Kalau yang satu ini merupakan situs olahan Pesantren Sunniyah Salafiyah: www.forsansalaf.com. Desainnya simpel namun artistik. Website ini sarat dengan artikel-artikel menarik yang bisa mengobati kehausan kita akan pengetahuan. Kita bisa meng-klik Kalam Salaf, bila ingin mendapatkan penyejukan dari nasehat-nasehat ulama klasik yang telah mencapai puncak kearifan.

Kalau kita mempunyai persoalan yang berkaitan dengan hukum syariat, tumpahkan saja ke dalam Majelis Ifta di situs ini. Insya Allah persoalan itu bakal dipecahkan oleh tim LBM (Lajnah Buhuts Wal Muraja’ah) yang dibentuk oleh pesantren binaan Habib Taufiq bin Abdul Qadir as-Segaf. Jawaban akan disertai teks-teks rujukan dari berbagai kitab yang bisa dipertanggung-jawabkan.

Yang menarik, website ini menyediakan forum konsultasi umum yang dipandu langsung oleh Habib Taufiq bin Abdul Qadir as-Segaf. bagi Maasyiral Muslimin yang mempunyai berbagai problem cukup pelik menyangkut kehidupan beragama, silakan sharing kepada beliau lewat website ini. Solusi yang diberikan pasti sesuai manhaj salaf yang istiqamah.

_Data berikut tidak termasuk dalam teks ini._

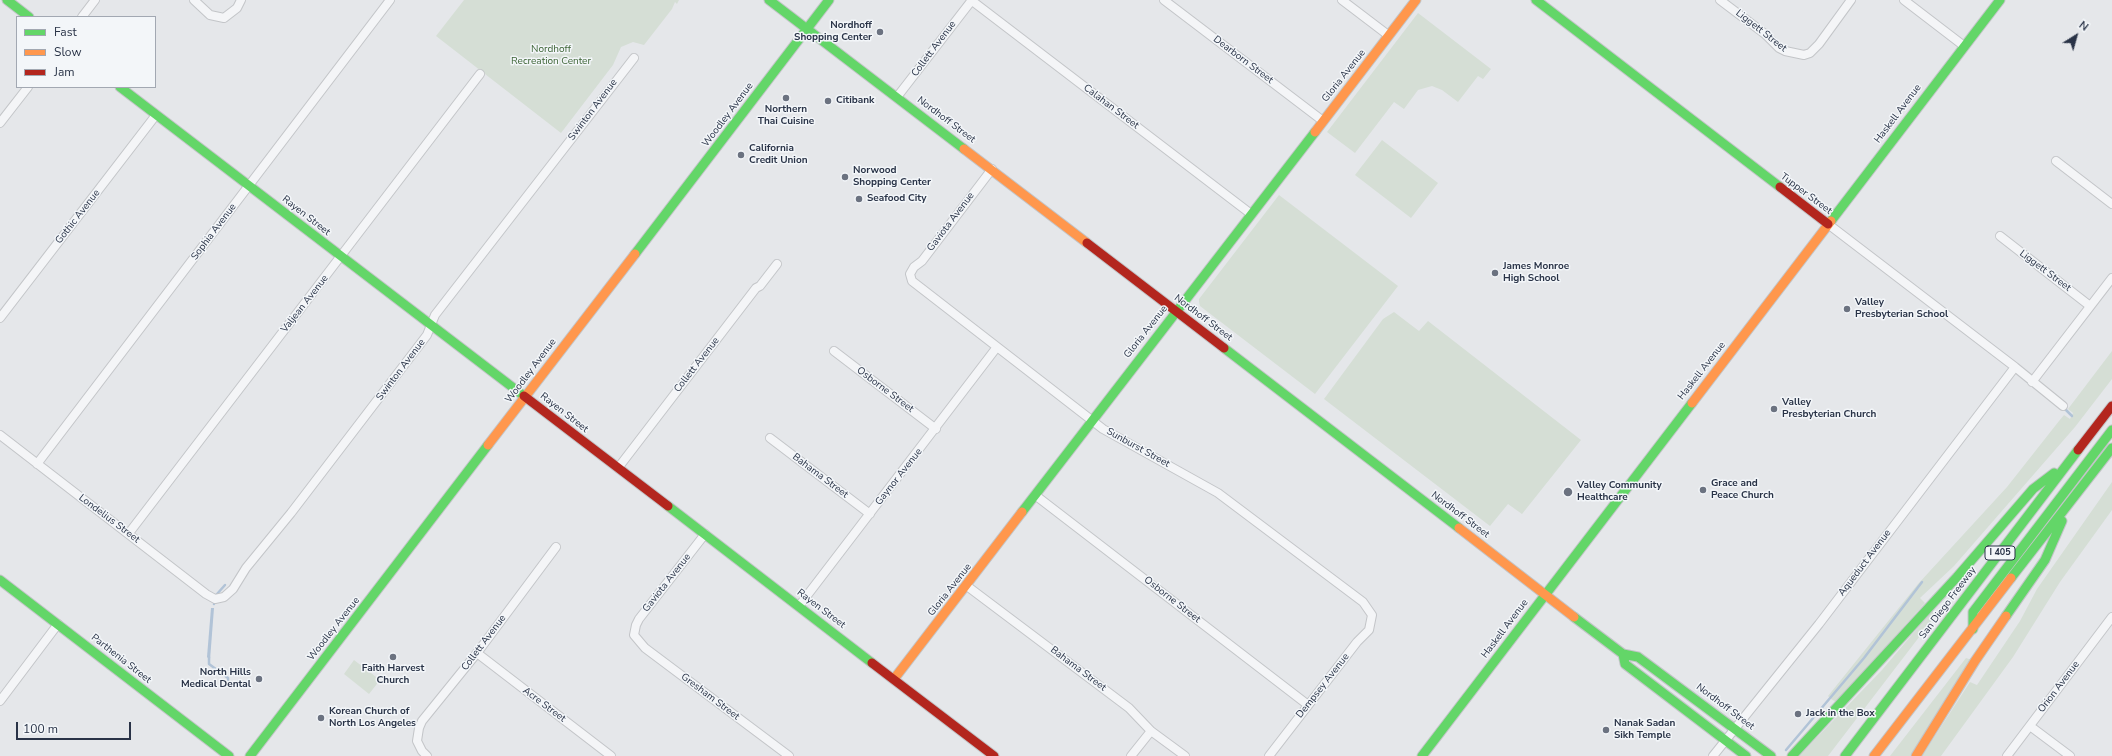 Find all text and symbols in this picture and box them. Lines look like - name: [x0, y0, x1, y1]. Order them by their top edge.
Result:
- street label: Liggett Street: [1733, 7, 1789, 55]
- legend: [16, 16, 156, 88]
- north arrow: [2056, 16, 2096, 56]
- text: N: [2076, 18, 2091, 34]
- street label: Collett Avenue: [909, 19, 959, 79]
- place label: Nordhoff Shopping Center: [794, 20, 872, 44]
- text: Fast: [54, 24, 77, 40]
- marker: Nordhoff Shopping Center: [875, 27, 885, 37]
- street label: Dearborn Street: [1211, 34, 1275, 86]
- text: Slow: [54, 44, 82, 60]
- park label: Nordhoff Recreation Center: [511, 44, 591, 68]
- street label: Gloria Avenue: [1320, 47, 1368, 105]
- text: Jam: [54, 64, 75, 80]
- street label: Swinton Avenue: [566, 77, 620, 143]
- street label: Woodley Avenue: [700, 81, 756, 149]
- street label: Calahan Street: [1081, 82, 1141, 132]
- street label: Haskell Avenue: [1872, 82, 1924, 146]
- marker: Northern Thai Cuisine: [781, 93, 791, 103]
- street label: Nordhoff Street: [914, 94, 978, 146]
- place label: Citibank: [836, 95, 874, 107]
- marker: Citibank: [823, 96, 833, 106]
- place label: Northern Thai Cuisine: [758, 104, 814, 128]
- place label: California Credit Union: [749, 143, 808, 166]
- marker: California Credit Union: [736, 150, 746, 160]
- place label: Norwood Shopping Center: [853, 165, 931, 188]
- street label: Tupper Street: [1778, 171, 1834, 217]
- marker: Norwood Shopping Center: [840, 172, 850, 182]
- street label: Gothic Avenue: [53, 187, 103, 247]
- street label: Gaviota Avenue: [925, 190, 977, 254]
- street label: Rayen Street: [280, 193, 332, 239]
- place label: Seafood City: [867, 193, 926, 205]
- marker: Seafood City: [854, 194, 864, 204]
- street label: Sophia Avenue: [189, 201, 239, 263]
- street label: Liggett Street: [2017, 248, 2073, 294]
- place label: James Monroe High School: [1503, 261, 1569, 284]
- marker: James Monroe High School: [1490, 268, 1500, 278]
- street label: Valjean Avenue: [279, 273, 331, 335]
- street label: Nordhoff Street: [1171, 292, 1235, 344]
- place label: Valley Presbyterian School: [1855, 297, 1948, 320]
- street label: Gloria Avenue: [1122, 303, 1170, 361]
- marker: Valley Presbyterian School: [1842, 304, 1852, 314]
- street label: Collett Avenue: [672, 335, 722, 395]
- street label: Swinton Avenue: [374, 337, 428, 403]
- street label: Woodley Avenue: [503, 337, 559, 405]
- street label: Haskell Avenue: [1676, 340, 1728, 402]
- street label: Osborne Street: [854, 365, 916, 415]
- street label: Rayen Street: [538, 390, 590, 436]
- place label: Valley Presbyterian Church: [1782, 397, 1876, 420]
- marker: Valley Presbyterian Church: [1769, 404, 1779, 414]
- street label: Sunburst Street: [1104, 426, 1172, 470]
- street label: Gaynor Avenue: [873, 446, 925, 508]
- street label: Bahama Street: [790, 451, 850, 501]
- place label: Grace and Peace Church: [1711, 478, 1774, 502]
- place label: Valley Community Healthcare: [1577, 480, 1662, 504]
- marker: Grace and Peace Church: [1698, 485, 1708, 495]
- marker: Valley Community Healthcare: [1562, 486, 1574, 498]
- street label: Nordhoff Street: [1428, 489, 1492, 541]
- street label: Londelius Street: [76, 492, 142, 546]
- street label: Aqueduct Avenue: [1836, 527, 1894, 599]
- road number: I 405: [1985, 546, 2015, 560]
- street label: Gaviota Avenue: [640, 551, 694, 615]
- street label: Gloria Avenue: [926, 561, 974, 619]
- street label: San Diego Freeway: [1917, 565, 1979, 641]
- street label: Osborne Street: [1141, 574, 1203, 626]
- street label: Rayen Street: [794, 587, 848, 631]
- street label: Woodley Avenue: [305, 595, 363, 663]
- street label: Haskell Avenue: [1479, 597, 1531, 661]
- street label: Collett Avenue: [459, 613, 509, 673]
- street label: Parthenia Street: [89, 632, 153, 686]
- street label: Bahama Street: [1048, 644, 1108, 694]
- street label: Dempsey Avenue: [1294, 651, 1352, 721]
- marker: Faith Harvest Church: [388, 652, 398, 662]
- street label: Orion Avenue: [2036, 659, 2082, 715]
- place label: Faith Harvest Church: [362, 663, 424, 686]
- place label: North Hills Medical Dental: [181, 667, 251, 690]
- street label: Gresham Street: [678, 671, 742, 723]
- marker: North Hills Medical Dental: [254, 674, 264, 684]
- street label: Nordhoff Street: [1693, 681, 1757, 733]
- street label: Acre Street: [520, 685, 568, 725]
- place label: Korean Church of North Los Angeles: [329, 706, 416, 730]
- place label: Jack in the Box: [1806, 708, 1875, 720]
- marker: Jack in the Box: [1793, 709, 1803, 719]
- marker: Korean Church of North Los Angeles: [316, 713, 326, 723]
- scale bar: [18, 714, 133, 740]
- place label: Nanak Sadan Sikh Temple: [1614, 718, 1675, 742]
- text: 100 m: [23, 721, 58, 737]
- marker: Nanak Sadan Sikh Temple: [1601, 725, 1611, 735]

Ma’asyiral Muslimina Rahimakumulloh,

Tak bisa disangkal, dunia memang terus berputar. Perputaran itu mesti kita ikuti sepanjang ia tidak bergesekan dengan norma syariat. Seorang Sufi bukanlah orang yang terus berdiam diri di goa-goa nan gelap- gulita. Sufi sejati adalah muslim yang memelihara diri serta hati dari perbuatan cela. Dengan memanfaatkan internet, kita bisa tetap menjadi seorang sufi. Dan sekali lagi, ini bukanlah perbuatan bid’ah.dan Insyaalloh Alloh Ridho terhadap apa yang kita lalkukan

Akhirnya, marilah kita gapai Ridho Alloh dengan cara ikut berperan aktif dalam kegiatan Dakwah Islam sekecil apaun peran kita agar Alloh Ridho kepada kita.

Demikian ringkasan dari kutbah Jum’at yang saya sampaikan, yang intinya sebagai bahan ringkasan dari khutbah tersebut adalah marilah kita tingkatkan partisipasi kita dalam berdakwah sesuai dengan kemampuan kita, profesi kita, hingga Allah memanggil kita, karena keutamaan umat ada dalam dakwah dan kerugian umat akibat meninggalkan dakwah.. Semoga Allah Ridho terhadap segala aktifitas yang kita lakukan serta menolong kita dalam menjalankan perintahNya dan menjauhi laranganNya. Amin ya Robbal’alamin.